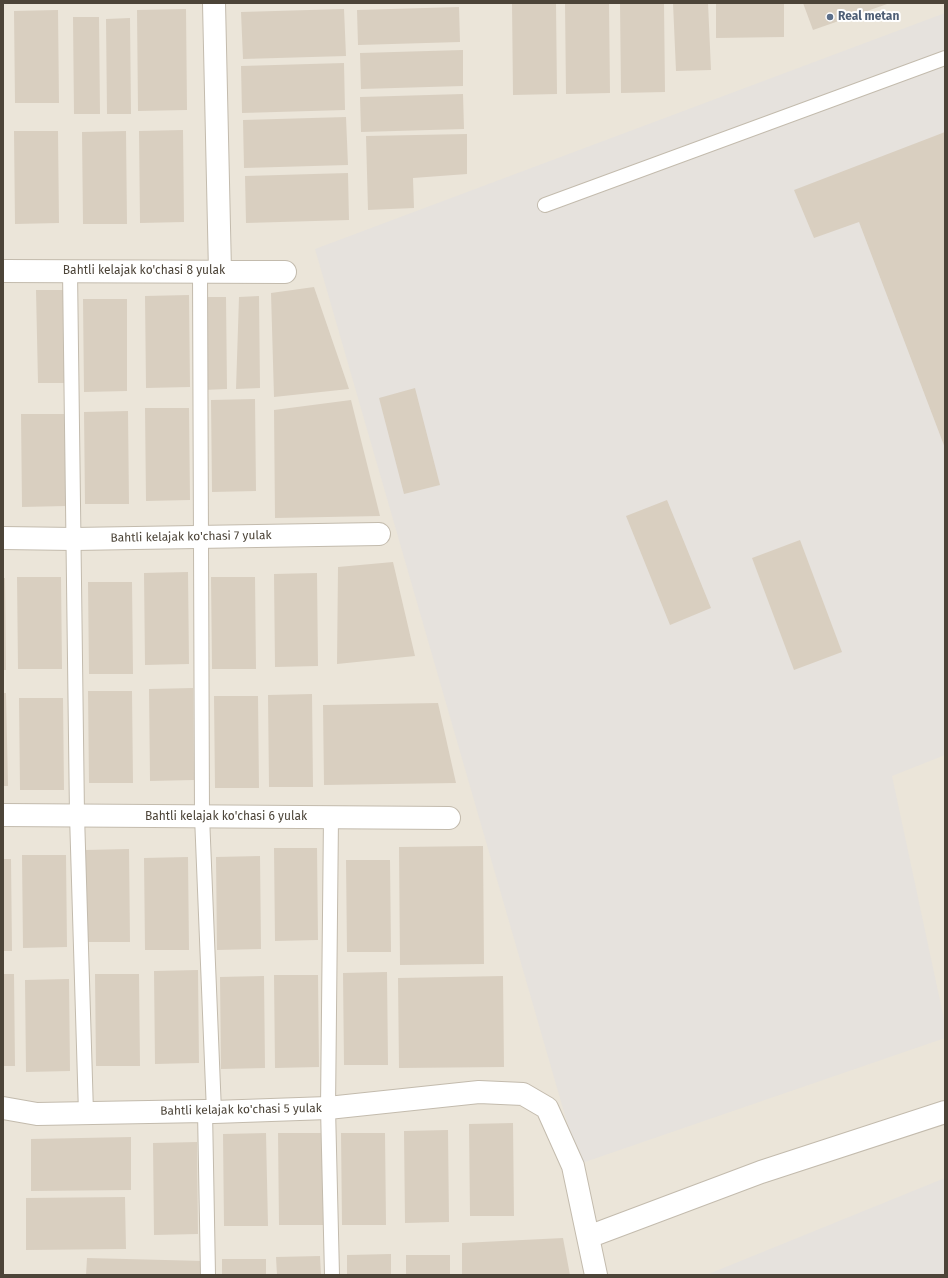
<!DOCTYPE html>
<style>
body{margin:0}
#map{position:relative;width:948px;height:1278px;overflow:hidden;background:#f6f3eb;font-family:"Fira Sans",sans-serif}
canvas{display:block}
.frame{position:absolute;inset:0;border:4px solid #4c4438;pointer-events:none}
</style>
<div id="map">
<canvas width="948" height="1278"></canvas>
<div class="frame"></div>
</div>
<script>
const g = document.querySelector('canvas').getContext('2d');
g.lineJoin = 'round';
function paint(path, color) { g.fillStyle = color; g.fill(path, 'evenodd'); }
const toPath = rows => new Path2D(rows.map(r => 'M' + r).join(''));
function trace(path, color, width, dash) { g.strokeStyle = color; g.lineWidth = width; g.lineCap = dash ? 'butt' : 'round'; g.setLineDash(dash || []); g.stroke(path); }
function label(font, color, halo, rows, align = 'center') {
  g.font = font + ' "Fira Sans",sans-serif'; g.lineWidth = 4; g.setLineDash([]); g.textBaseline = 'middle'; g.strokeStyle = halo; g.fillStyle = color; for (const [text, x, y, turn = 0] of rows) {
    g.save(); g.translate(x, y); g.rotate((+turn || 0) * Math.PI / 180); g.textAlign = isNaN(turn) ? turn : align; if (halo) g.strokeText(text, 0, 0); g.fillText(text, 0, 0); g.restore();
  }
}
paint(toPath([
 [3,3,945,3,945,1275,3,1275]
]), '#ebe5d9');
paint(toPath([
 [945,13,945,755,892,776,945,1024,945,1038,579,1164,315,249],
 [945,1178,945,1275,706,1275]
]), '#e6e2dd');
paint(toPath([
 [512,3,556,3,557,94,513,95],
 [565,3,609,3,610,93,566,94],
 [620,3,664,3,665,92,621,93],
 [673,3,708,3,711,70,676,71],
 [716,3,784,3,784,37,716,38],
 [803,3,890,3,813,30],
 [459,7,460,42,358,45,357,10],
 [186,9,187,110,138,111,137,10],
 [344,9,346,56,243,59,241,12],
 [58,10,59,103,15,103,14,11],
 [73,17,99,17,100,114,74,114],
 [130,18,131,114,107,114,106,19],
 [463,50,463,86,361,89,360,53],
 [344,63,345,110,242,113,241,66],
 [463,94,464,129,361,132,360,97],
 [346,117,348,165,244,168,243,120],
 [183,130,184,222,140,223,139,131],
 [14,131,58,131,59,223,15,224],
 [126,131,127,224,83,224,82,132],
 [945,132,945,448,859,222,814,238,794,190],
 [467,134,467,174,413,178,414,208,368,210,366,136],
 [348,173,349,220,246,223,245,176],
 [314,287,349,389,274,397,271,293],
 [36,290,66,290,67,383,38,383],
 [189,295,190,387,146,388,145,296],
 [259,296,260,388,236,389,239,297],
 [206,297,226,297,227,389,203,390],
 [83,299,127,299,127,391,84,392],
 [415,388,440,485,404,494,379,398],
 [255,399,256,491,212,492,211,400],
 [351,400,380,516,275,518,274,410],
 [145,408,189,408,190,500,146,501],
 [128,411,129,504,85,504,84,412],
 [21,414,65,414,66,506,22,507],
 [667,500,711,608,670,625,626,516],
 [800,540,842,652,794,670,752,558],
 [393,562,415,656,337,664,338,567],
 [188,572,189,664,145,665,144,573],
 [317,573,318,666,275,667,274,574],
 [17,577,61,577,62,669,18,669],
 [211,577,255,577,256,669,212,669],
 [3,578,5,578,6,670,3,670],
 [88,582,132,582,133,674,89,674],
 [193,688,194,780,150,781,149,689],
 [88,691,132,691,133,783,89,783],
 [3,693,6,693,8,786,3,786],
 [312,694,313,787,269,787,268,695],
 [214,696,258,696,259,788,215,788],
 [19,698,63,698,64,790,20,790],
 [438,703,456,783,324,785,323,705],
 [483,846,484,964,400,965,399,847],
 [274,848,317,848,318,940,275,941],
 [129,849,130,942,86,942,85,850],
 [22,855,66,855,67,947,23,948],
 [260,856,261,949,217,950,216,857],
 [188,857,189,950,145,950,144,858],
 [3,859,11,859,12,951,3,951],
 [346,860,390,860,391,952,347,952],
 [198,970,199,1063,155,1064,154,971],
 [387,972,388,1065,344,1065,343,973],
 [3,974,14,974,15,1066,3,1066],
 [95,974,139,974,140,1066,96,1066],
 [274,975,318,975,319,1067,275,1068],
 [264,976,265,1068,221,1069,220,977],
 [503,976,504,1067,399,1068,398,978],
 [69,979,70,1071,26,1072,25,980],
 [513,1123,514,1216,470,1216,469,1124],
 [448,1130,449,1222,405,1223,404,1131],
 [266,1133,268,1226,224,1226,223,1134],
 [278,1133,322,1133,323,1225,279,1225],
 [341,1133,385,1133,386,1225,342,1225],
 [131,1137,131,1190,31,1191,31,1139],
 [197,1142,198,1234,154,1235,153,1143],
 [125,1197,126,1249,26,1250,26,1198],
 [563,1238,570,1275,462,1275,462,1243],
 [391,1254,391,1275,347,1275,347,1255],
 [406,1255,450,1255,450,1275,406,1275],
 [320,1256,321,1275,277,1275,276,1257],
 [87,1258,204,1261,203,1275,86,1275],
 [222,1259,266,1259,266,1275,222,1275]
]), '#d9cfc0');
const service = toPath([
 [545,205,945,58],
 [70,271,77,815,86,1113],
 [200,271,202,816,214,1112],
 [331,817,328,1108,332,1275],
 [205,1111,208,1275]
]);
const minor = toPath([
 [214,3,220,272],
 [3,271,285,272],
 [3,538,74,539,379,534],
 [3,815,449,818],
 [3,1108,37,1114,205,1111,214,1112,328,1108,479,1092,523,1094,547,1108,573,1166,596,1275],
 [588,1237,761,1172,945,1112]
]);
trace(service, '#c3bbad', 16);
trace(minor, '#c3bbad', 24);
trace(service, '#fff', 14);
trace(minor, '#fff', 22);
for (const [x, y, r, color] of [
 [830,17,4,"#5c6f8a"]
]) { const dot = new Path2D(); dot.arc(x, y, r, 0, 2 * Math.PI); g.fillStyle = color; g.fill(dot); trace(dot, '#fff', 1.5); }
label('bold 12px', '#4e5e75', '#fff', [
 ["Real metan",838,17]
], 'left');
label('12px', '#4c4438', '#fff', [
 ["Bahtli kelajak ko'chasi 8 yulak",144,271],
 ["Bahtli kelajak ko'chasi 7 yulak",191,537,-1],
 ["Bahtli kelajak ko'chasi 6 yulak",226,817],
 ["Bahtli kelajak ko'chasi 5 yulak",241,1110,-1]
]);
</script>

————

TASK INSTRUCTIONS ▸
Work out how many lines of the entries contain the word "function", and answer with that number alone.

ANSWER BOX ▸
3